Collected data
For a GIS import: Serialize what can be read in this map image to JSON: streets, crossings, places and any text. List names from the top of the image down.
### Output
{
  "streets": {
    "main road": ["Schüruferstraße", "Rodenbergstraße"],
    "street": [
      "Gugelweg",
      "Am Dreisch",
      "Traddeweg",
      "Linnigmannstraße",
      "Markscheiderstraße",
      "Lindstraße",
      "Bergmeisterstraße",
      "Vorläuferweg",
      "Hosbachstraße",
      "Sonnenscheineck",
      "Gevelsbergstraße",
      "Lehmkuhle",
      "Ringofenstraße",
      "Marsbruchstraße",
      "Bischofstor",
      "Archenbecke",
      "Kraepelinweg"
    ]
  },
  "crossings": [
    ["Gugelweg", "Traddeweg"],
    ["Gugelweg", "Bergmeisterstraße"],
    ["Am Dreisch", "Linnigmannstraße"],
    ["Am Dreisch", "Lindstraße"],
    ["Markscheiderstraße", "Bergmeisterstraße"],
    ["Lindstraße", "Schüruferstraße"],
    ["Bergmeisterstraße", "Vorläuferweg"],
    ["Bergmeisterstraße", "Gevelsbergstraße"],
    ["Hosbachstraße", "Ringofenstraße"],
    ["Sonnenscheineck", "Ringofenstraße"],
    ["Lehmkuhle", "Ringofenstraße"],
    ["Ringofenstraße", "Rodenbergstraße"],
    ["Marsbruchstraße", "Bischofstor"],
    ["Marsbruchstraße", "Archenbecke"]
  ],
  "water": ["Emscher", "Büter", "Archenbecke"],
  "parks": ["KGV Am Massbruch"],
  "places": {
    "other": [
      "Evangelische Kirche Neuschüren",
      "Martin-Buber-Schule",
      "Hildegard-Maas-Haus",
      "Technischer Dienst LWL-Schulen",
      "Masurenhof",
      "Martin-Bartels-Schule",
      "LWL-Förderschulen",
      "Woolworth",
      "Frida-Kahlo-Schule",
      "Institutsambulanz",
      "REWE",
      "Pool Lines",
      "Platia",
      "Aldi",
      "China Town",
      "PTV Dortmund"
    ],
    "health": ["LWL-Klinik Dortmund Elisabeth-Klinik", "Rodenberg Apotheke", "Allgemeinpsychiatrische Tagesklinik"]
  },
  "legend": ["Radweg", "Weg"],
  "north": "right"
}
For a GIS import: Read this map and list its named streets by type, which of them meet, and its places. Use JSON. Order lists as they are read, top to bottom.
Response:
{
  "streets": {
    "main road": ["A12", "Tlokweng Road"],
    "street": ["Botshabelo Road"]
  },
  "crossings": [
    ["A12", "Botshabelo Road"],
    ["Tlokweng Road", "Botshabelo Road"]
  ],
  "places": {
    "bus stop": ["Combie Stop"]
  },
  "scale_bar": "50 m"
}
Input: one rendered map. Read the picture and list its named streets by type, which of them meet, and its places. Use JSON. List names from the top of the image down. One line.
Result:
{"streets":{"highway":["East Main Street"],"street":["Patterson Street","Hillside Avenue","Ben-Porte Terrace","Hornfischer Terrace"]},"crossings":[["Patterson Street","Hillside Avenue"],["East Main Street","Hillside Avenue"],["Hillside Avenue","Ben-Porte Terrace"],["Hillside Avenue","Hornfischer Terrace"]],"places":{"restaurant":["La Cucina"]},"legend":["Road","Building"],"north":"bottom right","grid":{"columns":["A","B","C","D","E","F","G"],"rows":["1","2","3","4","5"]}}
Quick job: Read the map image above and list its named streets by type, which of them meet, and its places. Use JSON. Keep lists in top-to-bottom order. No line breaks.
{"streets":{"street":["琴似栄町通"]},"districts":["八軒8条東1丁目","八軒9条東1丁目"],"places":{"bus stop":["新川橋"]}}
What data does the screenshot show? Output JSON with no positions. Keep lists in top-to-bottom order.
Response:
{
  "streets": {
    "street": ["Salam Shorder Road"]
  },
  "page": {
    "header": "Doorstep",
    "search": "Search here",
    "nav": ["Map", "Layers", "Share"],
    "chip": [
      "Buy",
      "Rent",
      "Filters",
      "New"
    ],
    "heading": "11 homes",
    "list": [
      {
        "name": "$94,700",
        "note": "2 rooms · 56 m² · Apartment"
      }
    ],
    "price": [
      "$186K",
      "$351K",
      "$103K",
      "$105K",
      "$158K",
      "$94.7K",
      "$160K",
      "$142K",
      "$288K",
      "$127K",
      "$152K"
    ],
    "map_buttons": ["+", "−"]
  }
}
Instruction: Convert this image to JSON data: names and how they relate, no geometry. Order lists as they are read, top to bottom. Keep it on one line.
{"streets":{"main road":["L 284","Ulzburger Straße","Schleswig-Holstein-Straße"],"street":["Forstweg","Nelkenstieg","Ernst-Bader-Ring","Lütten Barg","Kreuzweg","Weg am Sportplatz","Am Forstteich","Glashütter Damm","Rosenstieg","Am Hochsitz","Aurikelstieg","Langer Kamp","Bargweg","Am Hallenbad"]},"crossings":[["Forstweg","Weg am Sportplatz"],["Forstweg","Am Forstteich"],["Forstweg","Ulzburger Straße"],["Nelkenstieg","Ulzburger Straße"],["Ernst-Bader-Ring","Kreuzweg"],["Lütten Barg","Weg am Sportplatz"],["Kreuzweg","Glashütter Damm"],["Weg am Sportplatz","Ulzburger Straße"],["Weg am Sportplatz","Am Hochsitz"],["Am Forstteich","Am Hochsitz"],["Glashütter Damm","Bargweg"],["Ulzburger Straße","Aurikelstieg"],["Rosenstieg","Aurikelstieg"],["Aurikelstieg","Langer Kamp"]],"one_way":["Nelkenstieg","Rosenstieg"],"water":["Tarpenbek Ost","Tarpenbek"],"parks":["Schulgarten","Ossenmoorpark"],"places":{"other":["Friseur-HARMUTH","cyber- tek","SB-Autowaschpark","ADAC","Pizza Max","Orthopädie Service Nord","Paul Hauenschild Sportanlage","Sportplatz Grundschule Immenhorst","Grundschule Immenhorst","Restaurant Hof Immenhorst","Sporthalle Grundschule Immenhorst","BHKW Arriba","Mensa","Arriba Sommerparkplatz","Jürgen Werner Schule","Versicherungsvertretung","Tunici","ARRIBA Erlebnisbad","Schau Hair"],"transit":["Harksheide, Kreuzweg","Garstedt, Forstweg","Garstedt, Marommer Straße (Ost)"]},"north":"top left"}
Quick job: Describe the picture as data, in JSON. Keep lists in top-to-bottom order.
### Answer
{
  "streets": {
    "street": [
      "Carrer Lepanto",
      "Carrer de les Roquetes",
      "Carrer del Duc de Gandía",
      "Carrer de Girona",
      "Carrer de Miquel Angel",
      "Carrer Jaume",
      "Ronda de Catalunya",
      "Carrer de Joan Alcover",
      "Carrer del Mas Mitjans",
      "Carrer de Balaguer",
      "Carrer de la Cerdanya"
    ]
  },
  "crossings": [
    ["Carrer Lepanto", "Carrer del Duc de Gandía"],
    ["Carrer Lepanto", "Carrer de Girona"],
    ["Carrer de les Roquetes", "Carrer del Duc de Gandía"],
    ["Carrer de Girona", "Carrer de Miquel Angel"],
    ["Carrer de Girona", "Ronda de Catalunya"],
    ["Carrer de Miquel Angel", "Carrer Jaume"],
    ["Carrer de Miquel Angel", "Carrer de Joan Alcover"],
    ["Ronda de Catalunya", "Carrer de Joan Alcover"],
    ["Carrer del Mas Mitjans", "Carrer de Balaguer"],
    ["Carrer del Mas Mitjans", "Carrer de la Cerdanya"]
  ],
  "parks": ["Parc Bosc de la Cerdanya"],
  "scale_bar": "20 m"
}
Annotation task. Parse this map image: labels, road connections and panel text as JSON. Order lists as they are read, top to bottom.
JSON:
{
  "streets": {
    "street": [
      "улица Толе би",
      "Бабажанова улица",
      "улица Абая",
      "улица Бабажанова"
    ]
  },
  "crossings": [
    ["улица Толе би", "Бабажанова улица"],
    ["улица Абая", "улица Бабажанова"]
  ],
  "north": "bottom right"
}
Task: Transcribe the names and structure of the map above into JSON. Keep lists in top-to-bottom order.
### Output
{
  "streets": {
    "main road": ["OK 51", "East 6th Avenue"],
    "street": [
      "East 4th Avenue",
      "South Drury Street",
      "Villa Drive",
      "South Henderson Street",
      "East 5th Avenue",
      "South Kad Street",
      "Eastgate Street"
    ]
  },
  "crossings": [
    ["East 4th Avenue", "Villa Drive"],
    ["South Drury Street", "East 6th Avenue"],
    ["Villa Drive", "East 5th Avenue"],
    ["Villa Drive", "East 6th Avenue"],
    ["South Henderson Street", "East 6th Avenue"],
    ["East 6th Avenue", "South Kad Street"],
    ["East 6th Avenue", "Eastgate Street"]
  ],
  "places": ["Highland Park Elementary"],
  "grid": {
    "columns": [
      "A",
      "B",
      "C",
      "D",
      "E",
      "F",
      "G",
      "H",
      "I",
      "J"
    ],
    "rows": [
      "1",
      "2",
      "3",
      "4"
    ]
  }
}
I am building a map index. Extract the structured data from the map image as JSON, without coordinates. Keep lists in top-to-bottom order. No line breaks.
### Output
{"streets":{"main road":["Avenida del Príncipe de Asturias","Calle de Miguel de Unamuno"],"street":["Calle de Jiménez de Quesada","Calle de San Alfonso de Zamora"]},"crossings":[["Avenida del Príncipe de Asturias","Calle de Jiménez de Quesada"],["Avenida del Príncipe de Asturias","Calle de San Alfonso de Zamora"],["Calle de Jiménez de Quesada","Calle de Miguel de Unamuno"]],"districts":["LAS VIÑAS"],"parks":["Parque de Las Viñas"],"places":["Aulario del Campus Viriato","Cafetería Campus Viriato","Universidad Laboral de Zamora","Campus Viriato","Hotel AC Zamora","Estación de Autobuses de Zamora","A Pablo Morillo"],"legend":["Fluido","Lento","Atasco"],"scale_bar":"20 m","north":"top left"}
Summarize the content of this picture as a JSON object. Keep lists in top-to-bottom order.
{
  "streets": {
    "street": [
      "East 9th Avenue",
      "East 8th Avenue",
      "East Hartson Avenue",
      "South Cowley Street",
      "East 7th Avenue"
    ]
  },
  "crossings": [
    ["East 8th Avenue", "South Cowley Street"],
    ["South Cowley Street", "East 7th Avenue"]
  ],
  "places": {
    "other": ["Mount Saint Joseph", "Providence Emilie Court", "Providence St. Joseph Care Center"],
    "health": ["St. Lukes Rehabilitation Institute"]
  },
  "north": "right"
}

## What you need to do
Write out, word for word, every line from the one containing "Summarize the content" through the last line of the records above.

## Your response
Summarize the content of this picture as a JSON object. Keep lists in top-to-bottom order.
{
  "streets": {
    "street": [
      "East 9th Avenue",
      "East 8th Avenue",
      "East Hartson Avenue",
      "South Cowley Street",
      "East 7th Avenue"
    ]
  },
  "crossings": [
    ["East 8th Avenue", "South Cowley Street"],
    ["South Cowley Street", "East 7th Avenue"]
  ],
  "places": {
    "other": ["Mount Saint Joseph", "Providence Emilie Court", "Providence St. Joseph Care Center"],
    "health": ["St. Lukes Rehabilitation Institute"]
  },
  "north": "right"
}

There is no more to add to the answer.